- Data to examine -
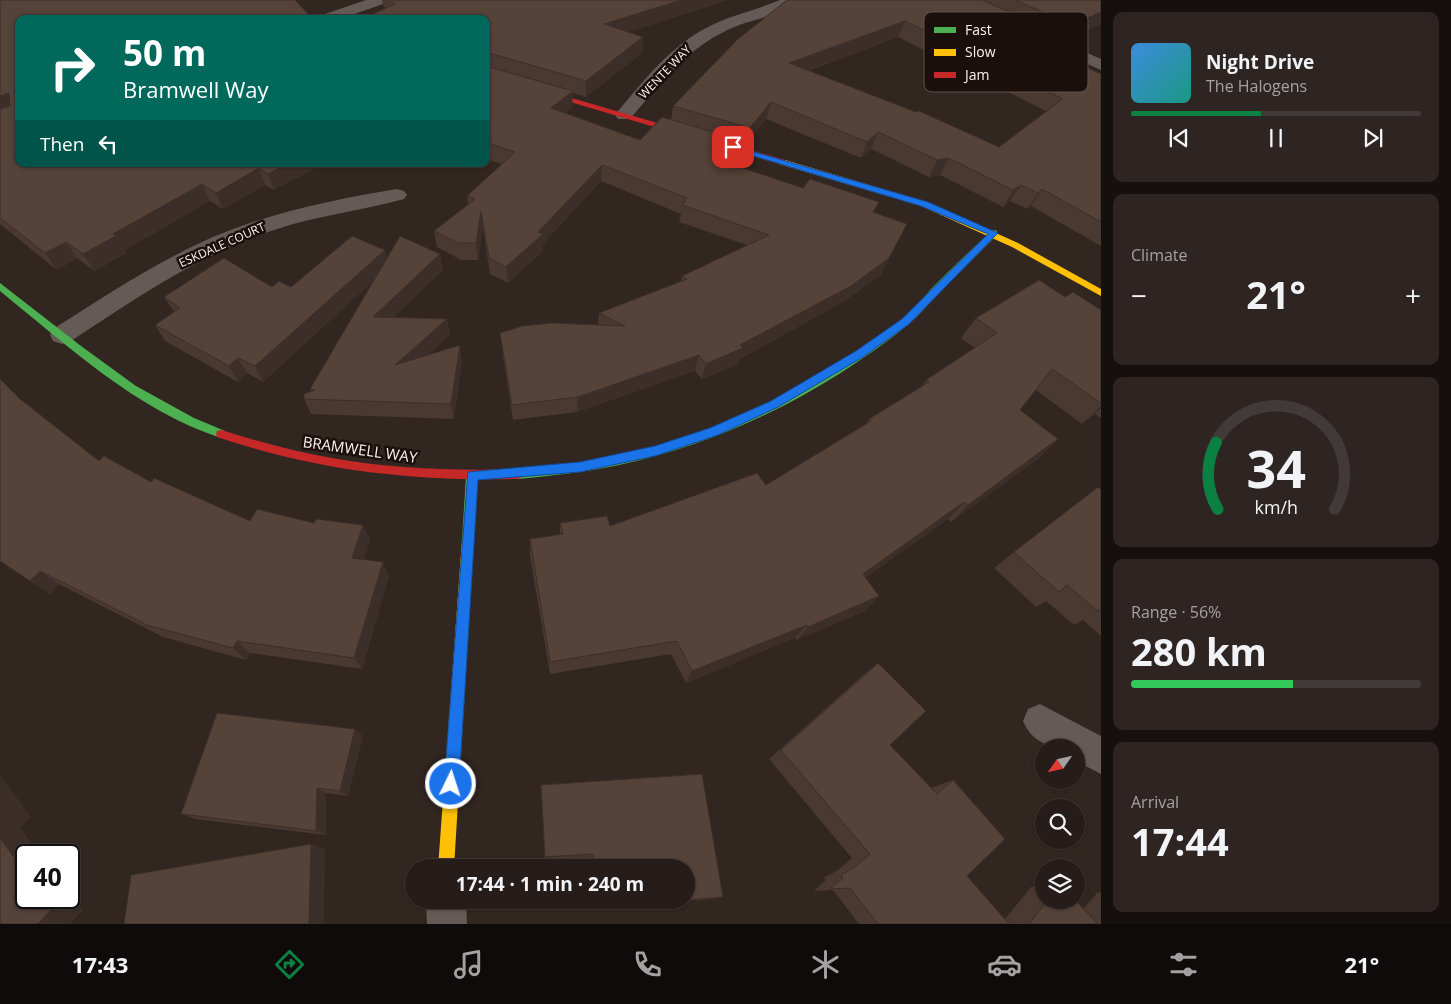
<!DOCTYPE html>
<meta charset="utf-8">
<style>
:root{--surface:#261c19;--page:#2e2522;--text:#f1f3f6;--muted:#a4a1a2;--line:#423a38;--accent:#0b8043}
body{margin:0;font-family:"Open Sans",sans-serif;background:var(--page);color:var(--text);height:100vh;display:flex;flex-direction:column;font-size:19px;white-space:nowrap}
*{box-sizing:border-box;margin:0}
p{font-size:16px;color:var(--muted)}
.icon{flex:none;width:28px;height:28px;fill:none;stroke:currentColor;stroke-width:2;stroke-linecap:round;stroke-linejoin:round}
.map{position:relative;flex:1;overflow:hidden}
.details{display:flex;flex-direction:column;gap:12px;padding:12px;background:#150f0e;width:350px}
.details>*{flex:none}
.banner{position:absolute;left:15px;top:15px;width:475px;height:152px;border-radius:10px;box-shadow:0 1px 4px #0004,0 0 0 1px var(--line);background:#00695c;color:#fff;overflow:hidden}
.needle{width:32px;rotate:236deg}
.tools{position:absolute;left:1035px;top:739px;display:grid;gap:10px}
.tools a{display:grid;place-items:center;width:50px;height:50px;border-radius:50%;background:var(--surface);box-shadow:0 1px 4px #0004,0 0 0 1px var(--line);font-size:25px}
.speed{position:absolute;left:15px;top:844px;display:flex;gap:10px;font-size:25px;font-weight:700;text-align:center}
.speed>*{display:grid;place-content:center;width:65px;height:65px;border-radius:50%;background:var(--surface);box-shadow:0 1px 4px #0004,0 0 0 1px var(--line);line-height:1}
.speed .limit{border:2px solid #111;border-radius:8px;background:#fff;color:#111}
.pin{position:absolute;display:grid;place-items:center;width:42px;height:42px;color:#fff;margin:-21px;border-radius:10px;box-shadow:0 2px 8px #0006}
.me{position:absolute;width:55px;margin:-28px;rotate:4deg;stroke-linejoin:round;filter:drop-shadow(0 0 4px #0008)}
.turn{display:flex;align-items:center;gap:18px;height:105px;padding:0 25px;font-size:22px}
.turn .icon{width:65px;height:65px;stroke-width:2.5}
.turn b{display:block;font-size:35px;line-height:42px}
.then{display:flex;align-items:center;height:48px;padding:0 25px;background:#0003;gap:10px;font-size:19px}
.big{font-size:38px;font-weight:700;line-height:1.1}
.details .card{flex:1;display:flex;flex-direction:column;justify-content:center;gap:8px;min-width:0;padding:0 18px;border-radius:10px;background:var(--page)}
.details .dial{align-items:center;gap:0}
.dial svg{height:130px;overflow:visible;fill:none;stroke:var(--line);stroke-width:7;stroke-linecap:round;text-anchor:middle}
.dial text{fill:var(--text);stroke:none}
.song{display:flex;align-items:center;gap:15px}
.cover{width:60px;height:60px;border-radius:8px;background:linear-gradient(135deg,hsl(210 70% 55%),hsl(170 70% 35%))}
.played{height:5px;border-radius:2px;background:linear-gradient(90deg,var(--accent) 45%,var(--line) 45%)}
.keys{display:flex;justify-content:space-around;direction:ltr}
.heat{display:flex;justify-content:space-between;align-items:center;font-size:28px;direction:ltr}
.charge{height:8px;border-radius:4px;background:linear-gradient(90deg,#34c759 56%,var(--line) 0)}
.trip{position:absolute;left:405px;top:859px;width:290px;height:50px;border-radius:25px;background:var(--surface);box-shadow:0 1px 4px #0004,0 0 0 1px var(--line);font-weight:700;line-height:50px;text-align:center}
.menu{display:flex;height:80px;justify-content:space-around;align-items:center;background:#0f0b0a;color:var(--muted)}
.menu .icon{width:35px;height:35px}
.menu .selected{color:var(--accent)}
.menu b{font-size:22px;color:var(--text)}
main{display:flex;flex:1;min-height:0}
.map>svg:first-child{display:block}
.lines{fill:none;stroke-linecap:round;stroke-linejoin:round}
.street{fill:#645a56;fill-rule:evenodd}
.fast{fill:#4caf50;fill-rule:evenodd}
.slow{fill:#ffc107;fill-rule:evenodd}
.jam{fill:#c62828;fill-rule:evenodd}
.wall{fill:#493931;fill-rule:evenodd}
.shaded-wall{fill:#3c2e28}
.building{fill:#554239;stroke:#3c2e28;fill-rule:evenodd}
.route{fill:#1a73e8;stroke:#114b97}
.labels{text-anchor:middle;stroke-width:5;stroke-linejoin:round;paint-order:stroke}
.far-street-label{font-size:12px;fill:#fff2ec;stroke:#1a0f0b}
.street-label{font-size:15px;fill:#fff2ec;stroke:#1a0f0b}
.key{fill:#1a0f0b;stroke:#5f534e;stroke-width:1}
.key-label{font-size:14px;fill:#fff2ec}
</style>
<main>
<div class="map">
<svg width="1101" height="924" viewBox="0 0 1101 924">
<rect width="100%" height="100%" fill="#322621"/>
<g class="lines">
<path class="street" d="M366,0H388L386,3L340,19H316L319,16Z
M780,0H800C793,12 751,20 737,26C690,44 662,82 630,119H618L615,115L618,111C645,80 670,46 708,27C731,15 757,10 780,0Z
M949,0H968L1101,59V70L951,3Z
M397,189L404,191L407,195L404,199C360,211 314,216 271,231C197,256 135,299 71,341L62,344L53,341L50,335L53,329C102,298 150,266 202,242C263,214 331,200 397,189Z
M1040,704L1101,736V774L1076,761V748C1053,748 1033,745 1023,721L1028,709Z
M426,900H466L467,924H427Z"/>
<path class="fast" d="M994,230L997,231V235C977,255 957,274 938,294C928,304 920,315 909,324C826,391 724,443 619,465C586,472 552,476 518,479L514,477L512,474L514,471L518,469C552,466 585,463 619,456C721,435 821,384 902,319C913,310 922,299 931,289C951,269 971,250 991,231Z
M0,283L81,346L136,386L194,418L225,431L226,434L225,437L221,438C136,410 68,346 0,291Z
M472,471L476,473L478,476L474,540L472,544L468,545L464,544L462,540L466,476L468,473Z"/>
<path class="slow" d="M779,160H785L927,202L1018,243L1101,289V296L1012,247L921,206L779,164Z
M468,535L472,536L474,540L454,868H438L462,540L464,536Z"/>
<path class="jam" d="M486,73L785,160L786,162L779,164L486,77Z
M221,430C257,441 294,452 332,458C393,469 456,471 518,469L522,471L524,474L522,477L518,479C411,481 319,471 217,437L216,434L217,431Z"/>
</g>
<path class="wall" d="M0,0L323,164L274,190L265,185L223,209L210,201L125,250L126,253L95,271L77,258L57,270L0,224Z
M382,0H728L628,32L643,37L642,53L586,97L573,93L572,108L565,113L640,140L671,120L673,106L787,0H1101L1064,40L1054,36L1047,48L1046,49L1101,74V246L1031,206L1027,209L1010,201L1003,207L940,175L929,177L871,149L861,158L766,119L746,144L739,142L736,156L730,164L874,213L881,275L843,302L740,359L738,364L702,379L695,371L577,412L513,420L502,349L500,333L598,325L599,313L681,282L682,276L747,245L679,222L681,214L601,181L543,244V251L508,283L490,274L483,228L478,260H461L437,247L434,231L468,204L467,196L502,164L486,159V19L386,8L383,6ZM898,37L1046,111L999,147L808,71Z
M385,250L387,258L440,254L443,270L394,317L447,319L450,335L428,355L462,361L454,419L311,414L304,399L311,392L310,389L373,281L263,382L247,373L238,382L165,341L155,325L174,312L164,297L272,287H291Z
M1065,297L1101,310V418L1095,414L1082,424L1036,390L1020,410L1058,439L1039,458L951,522L948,519L865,578V611L797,640L795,638L686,683L671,654L550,674L530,556V539L560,535V523L610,526L766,485L866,424L869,419L922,386L926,380L975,348L961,338L976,318Z
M22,400L99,461L250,521L363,525L370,540L364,559L389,576L362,669L250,653L246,660L163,637L59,584L50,594L0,561Z
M1101,490V636L1083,620L1074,625L1046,601L1036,607L994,568L1014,552Z
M878,663L890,745L931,788L953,780L967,876L1005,919L1031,887L1044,886V900H1075L1083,909L1097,893L1101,892V924H859L833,890L814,891L826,880L824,878L838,870L852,858L769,759L862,676Z
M363,736L348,796L326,793V835L196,819L181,814Z
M702,774L723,897L712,899L596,908L595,900H686V868H592L591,858L545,861L541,785Z"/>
<path class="shaded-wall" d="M682,0H728L603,40L604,24Z
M1101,12V24L1064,40L1073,25Z
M905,21L898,37L785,79L789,63Z
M1056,32L1047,48L1024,59L1033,43Z
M643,37L642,53L586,97V81Z
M573,91L572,108L551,124V108Z
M9,93L19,107L0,115V96Z
M771,102L766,119L746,144L750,128Z
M878,132L871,149L861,158L867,142Z
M740,140L736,156L718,178L722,161Z
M949,158L940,175L929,177L937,160Z
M287,164H323L274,190L268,174Z
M602,165L601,181L543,244V251L508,283L506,267Z
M259,168L265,185L223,209L216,193Z
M202,184L210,201L125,250L126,253L95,271L83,254L113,234Z
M1021,185L1010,201L1003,207L1013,190Z
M1042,189L1031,206L1027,209L1038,193Z
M481,211L483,228L478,260L476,243Z
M907,224L881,275L843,302L740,359L738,364L702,379L706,364L740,345Z
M66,242L77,258L57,270L45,253Z
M385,250L389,267L263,382L255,366Z
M440,254L443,270L378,333L373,317Z
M447,319L450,335L400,381L395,365Z
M460,345L462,361L454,419L451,404Z
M699,355L695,371L577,412L578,397Z
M238,358L247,373L238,382L229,366Z
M1101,406V408L1082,424Z
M1058,439L1039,458L951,522L968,505Z
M964,502L948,519L849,589L863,574Z
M363,525L370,540L360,572L352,558Z
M383,562L389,576L362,669L354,658Z
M40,571L59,584L50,594L30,581Z
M879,596L865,611L797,640L808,627Z
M807,625L795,638L686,683L692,671Z
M237,641L250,653L246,660L233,648Z
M355,729L363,736L348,796L340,791Z
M0,775L31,817L20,827L41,855H26V874L0,838Z
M317,788L326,793V835L316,831Z
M311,844L325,849L324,924H309Z
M69,891L83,910L70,924H38L44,898H69Z"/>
<path class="building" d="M0,0H295L313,19H19V164H287L268,174L259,168L216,193L202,184L113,234L116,236L83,254L66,242L45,253L0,218V109L10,106L9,93L0,96Z
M391,0H682L604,24L643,37L586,81L486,52V19H362L395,4Z
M787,0H982L1056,32L1033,43L1101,74V222L1042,189L1038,193L1021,185L1013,190L949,158L937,160L878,132L867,142L771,102L750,128L673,106L738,39ZM905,21L1063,99L999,147L919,111L916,112L789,63Z
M1015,0H1101V12L1073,25Z
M486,66L573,91L551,108L640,140L662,117L740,140L722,161L803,188L810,179L879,202L873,212L907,224L889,258L851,286L740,345L743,348L706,364L699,355L578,397L512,405L500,333L522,326L552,323L625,326L599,313L687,279L682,276L769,235L682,205L687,198L602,165L538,232L543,234L506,267L489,258L481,211L476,243H459L434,231L475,199L467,196L515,152L486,142Z
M352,236L385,250L255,366L238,358L229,366L155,325L180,308L164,297L224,258L272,287L279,281L291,287Z
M400,236L440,254L373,317L447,319L395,365L460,345L451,404L304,399V394L315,390L310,389Z
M1039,280L1065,297L1073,292L1101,310V403L1052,369L1020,410L1058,439L968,505L964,502L863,574L879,596L808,627L807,625L692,671L677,641L550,662L530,539L563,534L560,523L607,516L610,526L757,473L766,485L871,421L869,419L929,382L926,380L997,333L976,318Z
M0,379L20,399L99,461L104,456L151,482L154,478L250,521L257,509L314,523L316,519L363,525L352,558L383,562L354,658L237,641L233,648L147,625L40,571L30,581L0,561Z
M1098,487L1101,490V609L1098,611L1067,585L1059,592L1014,552Z
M878,663L926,711L890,745L937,794L953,780L1005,839L967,876L1009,924H878L850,888L830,889L843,878L841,875L855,867L870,854L781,750Z
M217,713L355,729L340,791L317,788L316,831L181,814Z
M702,774L723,897L599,907L598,900H686V868H595L593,854L545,857L541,785Z
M0,838L26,874V898H44L52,909L38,924H0Z
M311,844L309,924H124L131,875Z
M1048,900H1075L1098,924H1029Z"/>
<path class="route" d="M730,145L928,202L998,233L909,324L863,357L778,407L718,435L655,456L580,472L478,480L459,784L457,789L451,791L446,789L444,784L468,472L580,462L655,446L710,428L771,401L856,351L902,319L988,234L921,206L730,149Z"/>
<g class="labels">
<g class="far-street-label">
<text transform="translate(665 72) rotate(-46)" y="4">WENTE WAY</text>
<text transform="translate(222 245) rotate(-24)" y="4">ESKDALE COURT</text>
</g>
<g class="street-label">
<text transform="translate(360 450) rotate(8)" y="5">BRAMWELL WAY</text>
</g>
</g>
<rect x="924" y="12" width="164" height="80" rx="8" class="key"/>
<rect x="934" y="27" width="22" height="6" fill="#4caf50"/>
<rect x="934" y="49" width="22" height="7" fill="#ffc107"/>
<rect x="934" y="72" width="22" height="6" fill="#c62828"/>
<g class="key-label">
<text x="965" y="35">Fast</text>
<text x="965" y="57">Slow</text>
<text x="965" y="80">Jam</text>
</g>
</svg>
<div class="tools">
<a><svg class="needle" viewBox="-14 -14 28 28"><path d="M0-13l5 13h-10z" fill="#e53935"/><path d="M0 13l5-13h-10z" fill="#a4a1a2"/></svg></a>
<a><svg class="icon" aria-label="search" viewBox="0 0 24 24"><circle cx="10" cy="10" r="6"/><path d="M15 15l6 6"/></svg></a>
<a><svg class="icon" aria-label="layers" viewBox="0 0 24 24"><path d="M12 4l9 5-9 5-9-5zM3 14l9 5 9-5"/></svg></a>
</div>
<div class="speed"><div class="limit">40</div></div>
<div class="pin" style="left:733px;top:147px;background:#d93025"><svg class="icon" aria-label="arrive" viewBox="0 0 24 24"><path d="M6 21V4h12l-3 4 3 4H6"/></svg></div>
<svg class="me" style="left:451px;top:784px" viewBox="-20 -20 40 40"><circle r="17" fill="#1a73e8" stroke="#fff" stroke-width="3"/><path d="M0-11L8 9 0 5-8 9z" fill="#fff"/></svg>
<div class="trip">17:44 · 1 min · 240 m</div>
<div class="banner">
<div class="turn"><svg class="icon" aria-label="right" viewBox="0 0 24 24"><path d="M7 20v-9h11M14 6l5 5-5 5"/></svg><div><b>50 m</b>Bramwell Way</div></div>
<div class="then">Then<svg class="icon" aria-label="left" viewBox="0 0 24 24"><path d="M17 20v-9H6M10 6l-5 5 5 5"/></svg></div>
</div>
</div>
<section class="details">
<div class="card">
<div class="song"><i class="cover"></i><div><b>Night Drive</b><p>The Halogens</p></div></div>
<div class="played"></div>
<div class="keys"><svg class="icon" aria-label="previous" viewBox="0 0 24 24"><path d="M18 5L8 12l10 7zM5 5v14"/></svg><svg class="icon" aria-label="pause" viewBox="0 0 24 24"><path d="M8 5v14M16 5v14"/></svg><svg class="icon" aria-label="next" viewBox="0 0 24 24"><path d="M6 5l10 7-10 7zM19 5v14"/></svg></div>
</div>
<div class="card"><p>Climate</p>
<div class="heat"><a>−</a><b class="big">21°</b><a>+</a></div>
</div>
<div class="card dial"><svg viewBox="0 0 100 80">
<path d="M14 69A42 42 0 1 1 86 69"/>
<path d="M14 69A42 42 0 0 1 13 28" stroke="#0b8043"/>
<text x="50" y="56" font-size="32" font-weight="700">34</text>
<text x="50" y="72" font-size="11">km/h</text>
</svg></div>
<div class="card"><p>Range · 56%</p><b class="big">280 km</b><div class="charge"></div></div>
<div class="card"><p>Arrival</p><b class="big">17:44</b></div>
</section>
</main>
<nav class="menu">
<b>17:43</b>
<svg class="icon selected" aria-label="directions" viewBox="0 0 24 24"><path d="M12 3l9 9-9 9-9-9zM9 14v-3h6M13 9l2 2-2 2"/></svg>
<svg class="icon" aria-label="music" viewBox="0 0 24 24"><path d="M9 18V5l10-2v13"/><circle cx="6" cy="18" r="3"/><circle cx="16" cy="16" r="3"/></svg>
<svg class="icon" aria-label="phone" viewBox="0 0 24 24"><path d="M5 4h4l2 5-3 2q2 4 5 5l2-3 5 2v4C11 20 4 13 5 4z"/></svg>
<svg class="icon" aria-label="climate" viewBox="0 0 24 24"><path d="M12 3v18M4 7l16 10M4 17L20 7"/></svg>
<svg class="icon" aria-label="car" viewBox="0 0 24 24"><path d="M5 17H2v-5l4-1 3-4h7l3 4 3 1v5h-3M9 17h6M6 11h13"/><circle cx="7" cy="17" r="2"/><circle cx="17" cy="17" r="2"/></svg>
<svg class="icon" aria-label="filters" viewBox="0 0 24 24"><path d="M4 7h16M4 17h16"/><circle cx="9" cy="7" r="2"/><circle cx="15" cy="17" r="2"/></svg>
<b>21°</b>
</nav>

- Problem to solve -
Please count the lines that hold "banner" in this data and report the total alone.

- Response to the exercise -
2